Work required:
Make an exact copy of the entries, taking out every picture.

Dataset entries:
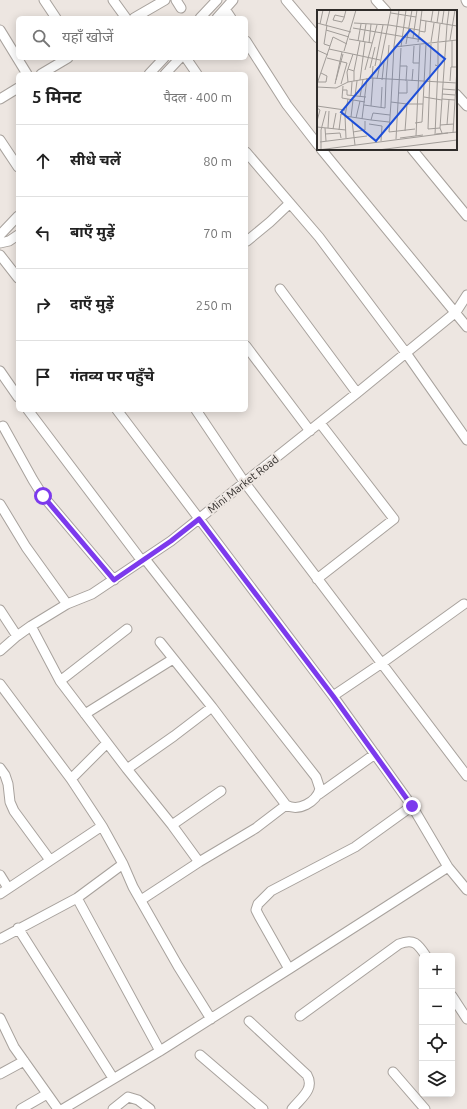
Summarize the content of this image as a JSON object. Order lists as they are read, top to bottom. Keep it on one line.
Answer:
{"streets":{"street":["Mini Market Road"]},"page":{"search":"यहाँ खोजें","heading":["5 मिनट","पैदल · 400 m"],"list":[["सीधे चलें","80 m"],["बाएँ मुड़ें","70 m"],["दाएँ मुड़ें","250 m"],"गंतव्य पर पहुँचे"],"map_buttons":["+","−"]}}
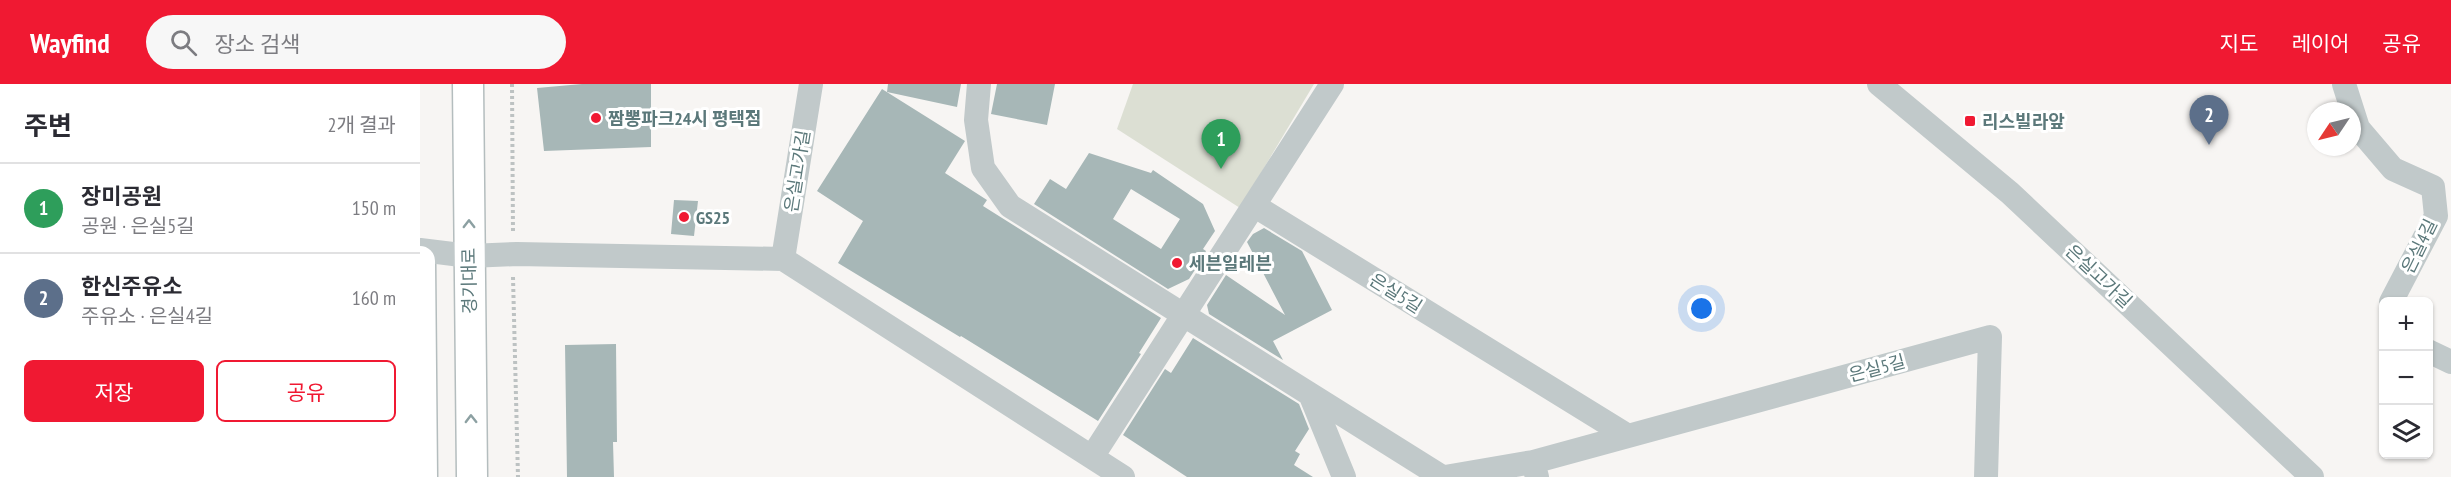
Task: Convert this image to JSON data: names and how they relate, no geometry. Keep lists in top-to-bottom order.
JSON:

Response area:
Summarize the content of this image as a JSON object. Order lists as they are read, top to bottom. Keep it on one line.
Answer:
{"streets":{"street":["Mini Market Road"]},"page":{"search":"यहाँ खोजें","heading":["5 मिनट","पैदल · 400 m"],"list":[["सीधे चलें","80 m"],["बाएँ मुड़ें","70 m"],["दाएँ मुड़ें","250 m"],"गंतव्य पर पहुँचे"],"map_buttons":["+","−"]}}
Task: Convert this image to JSON data: names and how they relate, no geometry. Keep lists in top-to-bottom order.
JSON:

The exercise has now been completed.